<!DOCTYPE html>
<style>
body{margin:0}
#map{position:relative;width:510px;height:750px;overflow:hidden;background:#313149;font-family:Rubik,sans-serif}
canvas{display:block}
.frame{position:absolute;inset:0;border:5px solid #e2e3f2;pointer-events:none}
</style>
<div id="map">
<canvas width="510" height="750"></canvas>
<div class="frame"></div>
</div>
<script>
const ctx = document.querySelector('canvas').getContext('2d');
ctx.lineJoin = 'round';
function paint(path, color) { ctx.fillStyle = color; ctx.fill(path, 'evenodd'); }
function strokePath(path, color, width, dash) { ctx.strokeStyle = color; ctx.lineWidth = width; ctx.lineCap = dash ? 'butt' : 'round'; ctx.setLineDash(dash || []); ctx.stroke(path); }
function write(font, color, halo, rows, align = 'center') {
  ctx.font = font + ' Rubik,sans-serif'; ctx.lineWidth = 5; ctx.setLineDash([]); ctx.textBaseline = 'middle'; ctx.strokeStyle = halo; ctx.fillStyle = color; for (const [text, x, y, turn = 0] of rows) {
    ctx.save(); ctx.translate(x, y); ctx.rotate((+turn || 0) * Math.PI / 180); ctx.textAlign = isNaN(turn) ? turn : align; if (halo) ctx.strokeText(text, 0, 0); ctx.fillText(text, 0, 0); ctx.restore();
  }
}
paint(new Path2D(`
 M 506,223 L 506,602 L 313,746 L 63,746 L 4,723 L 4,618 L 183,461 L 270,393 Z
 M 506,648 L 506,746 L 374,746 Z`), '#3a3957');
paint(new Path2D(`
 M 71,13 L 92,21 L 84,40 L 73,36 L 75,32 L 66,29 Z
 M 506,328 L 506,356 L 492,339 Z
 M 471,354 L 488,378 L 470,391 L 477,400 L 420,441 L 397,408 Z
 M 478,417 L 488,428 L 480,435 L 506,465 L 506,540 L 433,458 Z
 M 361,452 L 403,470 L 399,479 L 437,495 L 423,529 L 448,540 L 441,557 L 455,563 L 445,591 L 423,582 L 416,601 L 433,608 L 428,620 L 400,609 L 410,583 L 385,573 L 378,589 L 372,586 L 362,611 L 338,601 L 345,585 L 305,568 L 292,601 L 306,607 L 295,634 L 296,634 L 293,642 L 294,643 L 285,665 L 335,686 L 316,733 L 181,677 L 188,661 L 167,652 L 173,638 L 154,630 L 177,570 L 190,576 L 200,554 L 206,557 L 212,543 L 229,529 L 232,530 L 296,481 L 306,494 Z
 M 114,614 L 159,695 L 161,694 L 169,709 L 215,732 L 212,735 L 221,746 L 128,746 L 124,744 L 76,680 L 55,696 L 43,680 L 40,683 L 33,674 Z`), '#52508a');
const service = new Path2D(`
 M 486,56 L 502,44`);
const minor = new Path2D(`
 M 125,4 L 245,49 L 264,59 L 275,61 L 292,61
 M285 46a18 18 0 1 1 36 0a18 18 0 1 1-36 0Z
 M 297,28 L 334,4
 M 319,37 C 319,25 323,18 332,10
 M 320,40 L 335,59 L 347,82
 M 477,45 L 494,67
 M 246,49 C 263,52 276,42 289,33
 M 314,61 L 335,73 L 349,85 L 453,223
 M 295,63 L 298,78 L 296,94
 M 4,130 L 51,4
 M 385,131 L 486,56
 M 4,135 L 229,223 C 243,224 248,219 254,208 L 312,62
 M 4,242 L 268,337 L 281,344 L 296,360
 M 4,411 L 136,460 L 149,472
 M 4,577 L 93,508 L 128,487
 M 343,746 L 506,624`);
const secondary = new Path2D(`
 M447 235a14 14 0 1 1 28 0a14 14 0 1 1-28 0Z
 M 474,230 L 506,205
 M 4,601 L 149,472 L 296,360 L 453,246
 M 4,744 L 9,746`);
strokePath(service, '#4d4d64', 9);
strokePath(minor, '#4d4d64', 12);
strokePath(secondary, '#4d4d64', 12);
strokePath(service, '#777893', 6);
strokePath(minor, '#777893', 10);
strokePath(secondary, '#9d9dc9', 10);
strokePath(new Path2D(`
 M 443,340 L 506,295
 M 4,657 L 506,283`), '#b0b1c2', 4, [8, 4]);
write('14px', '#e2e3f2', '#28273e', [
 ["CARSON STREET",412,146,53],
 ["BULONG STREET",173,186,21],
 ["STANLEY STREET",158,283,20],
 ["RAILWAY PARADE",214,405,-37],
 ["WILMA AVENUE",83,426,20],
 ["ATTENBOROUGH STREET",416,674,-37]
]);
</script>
━━━━━━━━━━━━━━━━━━━━━━━━━━━━━━
Task description — When you reach the line in the material above that holds "ctx.lineJoin = 'round';", begin reproducing lines exactly, and stop after the line that holds "function paint(path, color)".

Your response —
ctx.lineJoin = 'round';
function paint(path, color) { ctx.fillStyle = color; ctx.fill(path, 'evenodd'); }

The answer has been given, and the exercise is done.